Combining group_by()
with mutate()
you can run a correlation test for each subject
and add the estimate and p-value as new columns.
library(dplyr)
adult_pref_1 |>
# Perform the next task separately for each subject
group_by(subject) |>
# Run the tests, add results to new columns 'estimate', 'pvalue'
mutate(estimate = cor.test(own_pref, profile_rating_new)$estimate,
pvalue = cor.test(own_pref, profile_rating_new)$p.value) |>
# Remove irrelevant columns
select(subject, estimate, pvalue) |>
# Remove duplicate rows
distinct(subject, .keep_all = TRUE)
Output:
#> # A tibble: 1 × 3
#> # Groups: subject [1]
#> subject estimate pvalue
#> <chr> <dbl> <dbl>
#> 1 59917f16e339120001fb8c21 0.447 0.374
Created on 2022-06-14 by the reprex package (v2.0.1)
CodePudding user response:
While Limey and Andrea M's answers are MUCH better, if you are dead set on continuing with a for loop (and hopefully for the purposes of better understanding), this would work.
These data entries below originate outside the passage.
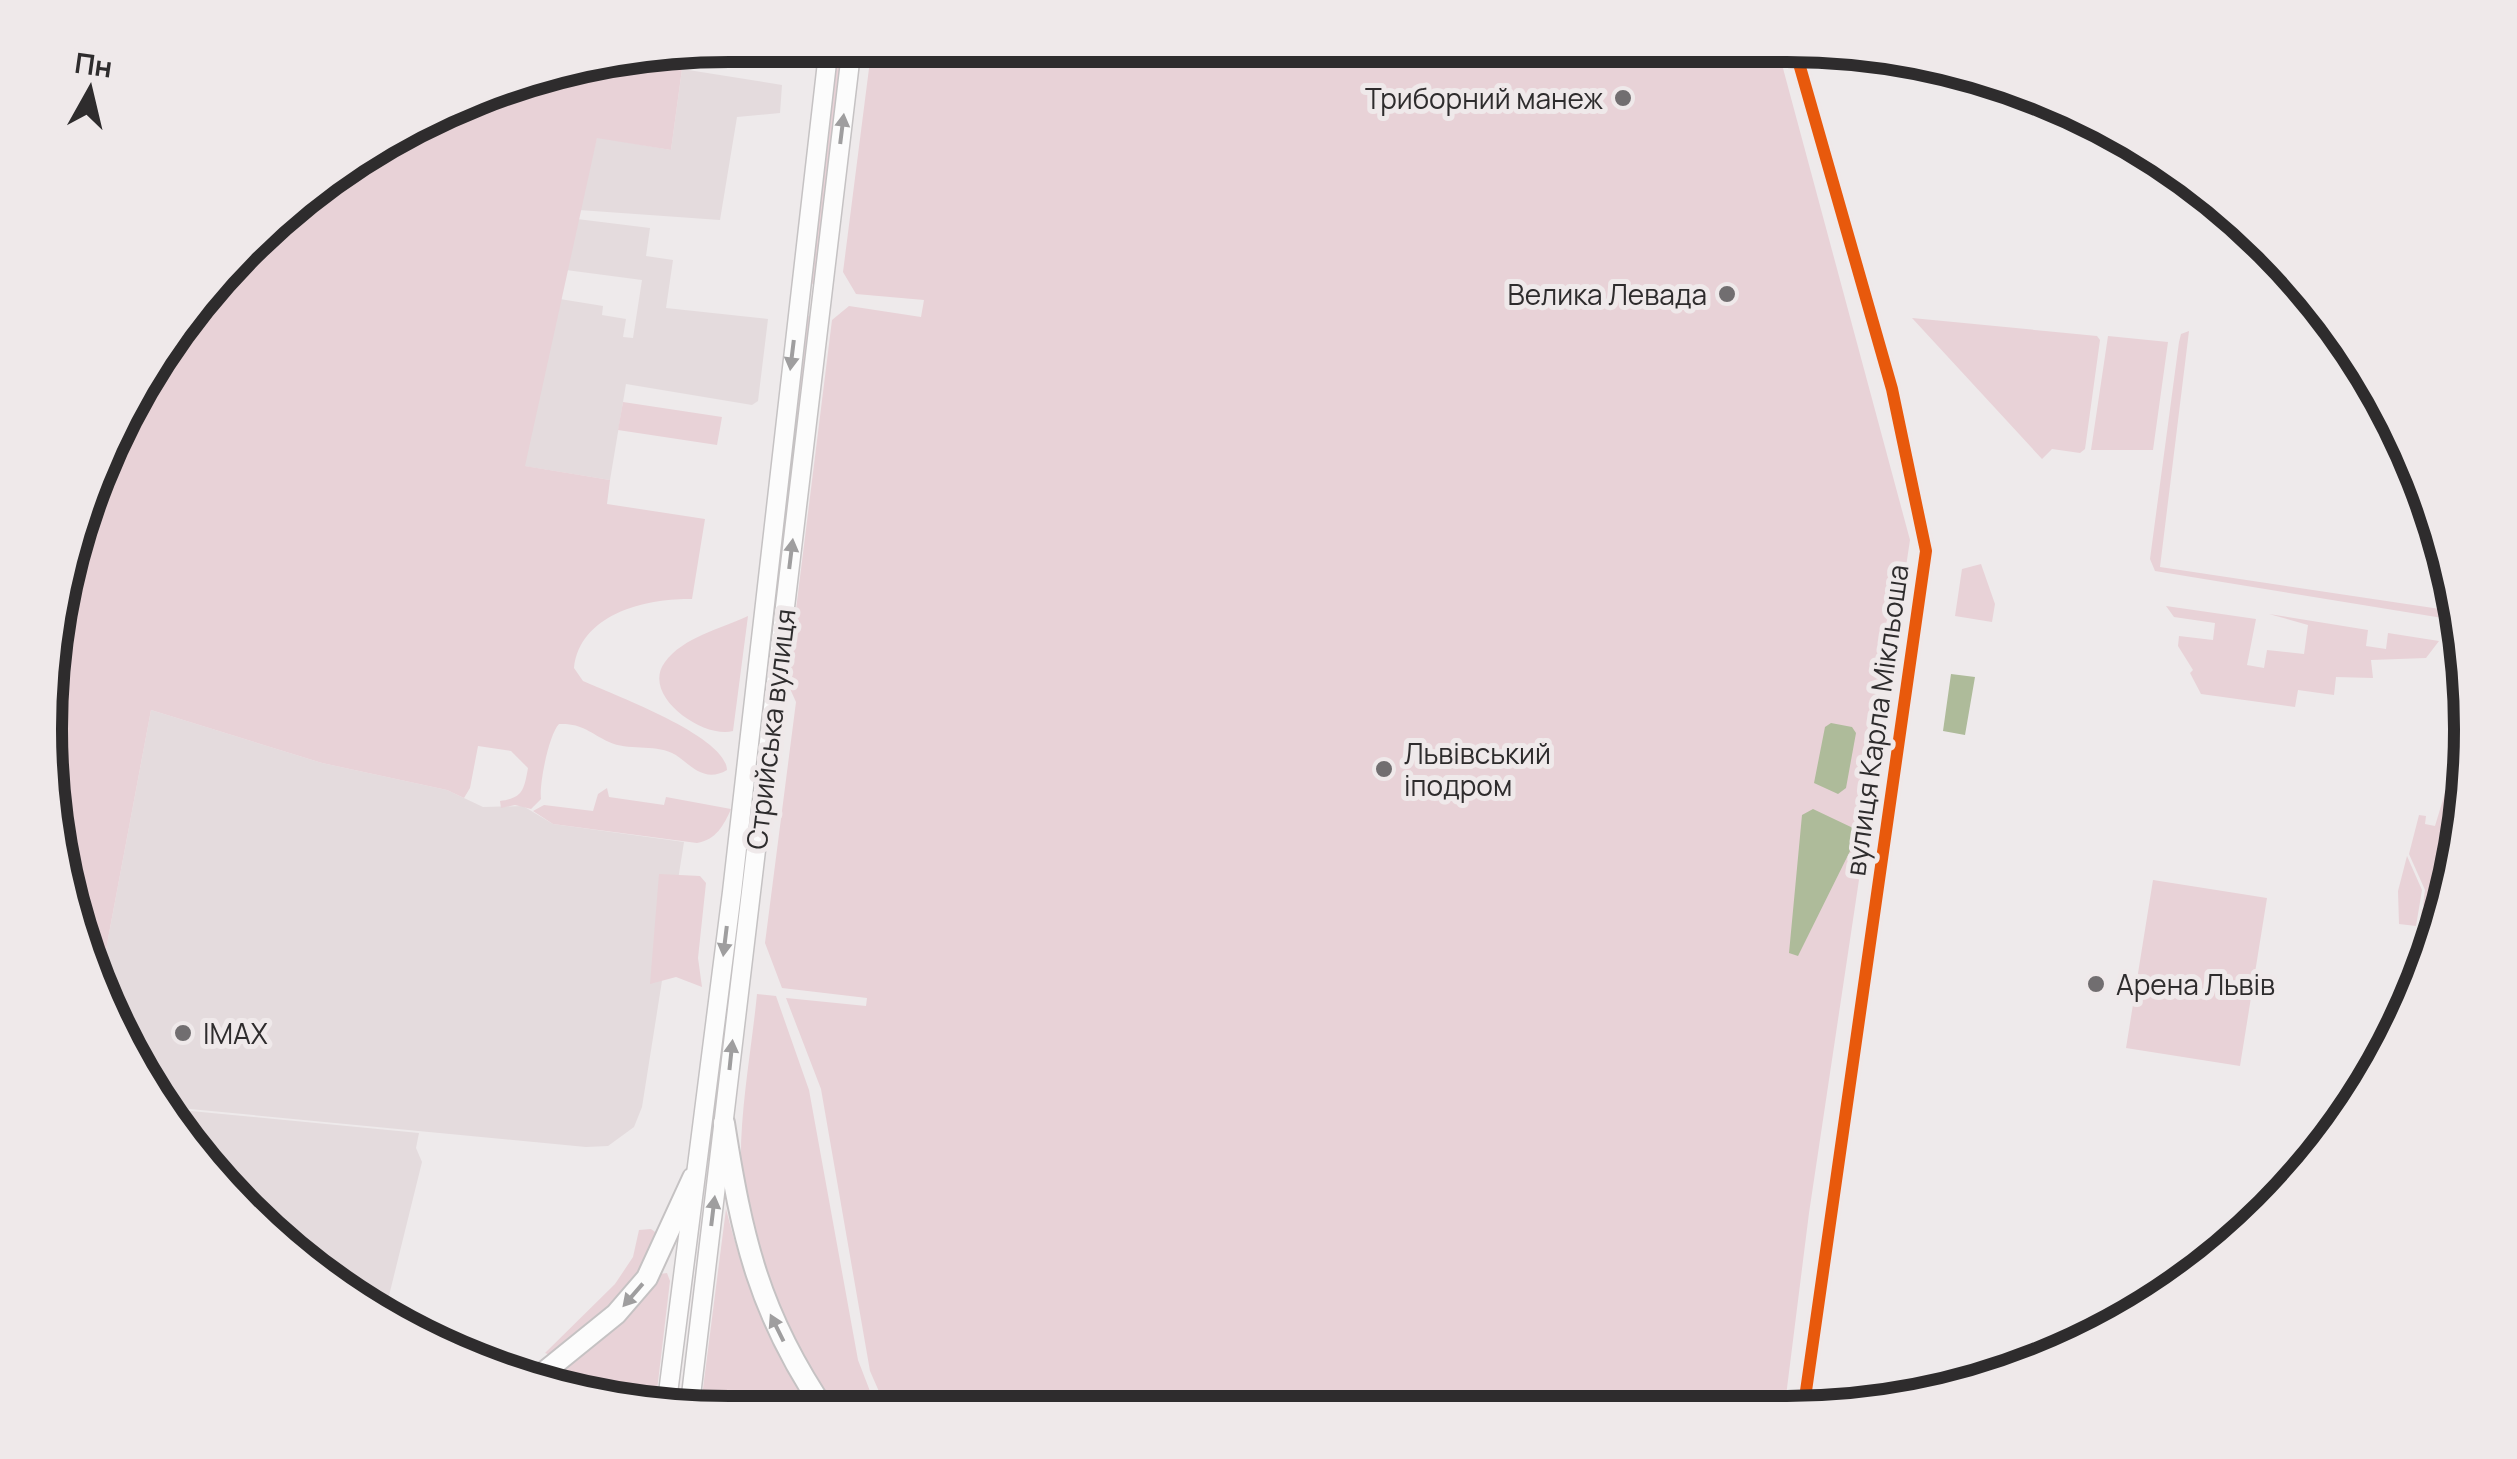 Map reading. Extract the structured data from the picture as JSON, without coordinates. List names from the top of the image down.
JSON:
{
  "streets": {
    "main road": ["Стрийська вулиця"],
    "street": ["вулиця Карла Мікльоша"]
  },
  "places": [
    "Триборний манеж",
    "Велика Левада",
    "Львівський іподром",
    "Арена Львів",
    "IMAX"
  ],
  "north": "top"
}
As previously stated, this is inefficient and non-ideal code.
First we initialize a data frame with the columns and length that we want:
results.df <- data.frame("ID" = character(length(unique(adult_pref_1$subject))),
"estimate" = numeric(length(unique(adult_pref_1$subject))),
"pvalue" = numeric(length(unique(adult_pref_1$subject))))
Then we use a for loop to fill it.
for (i in 1: length(unique(adult_pref_1$subject))){
this.subject <- unique(adult_pref_1$subject[i])
a <- cor.test(adult_pref_1$own_pref[adult_pref_1$subject == this.subject],
adult_pref_1$profile_rating_new[adult_pref_1$subject == this.subject])
results.df[i,] <- data.frame(this.subject, a$estimate, a$p.value)
print(results.df[i,])
}
Your issue was here: paste(colnames(adult_pref_1)[adult_pref_1$subject]
I can't figure out how this is supposed to work but you can see how I did it above.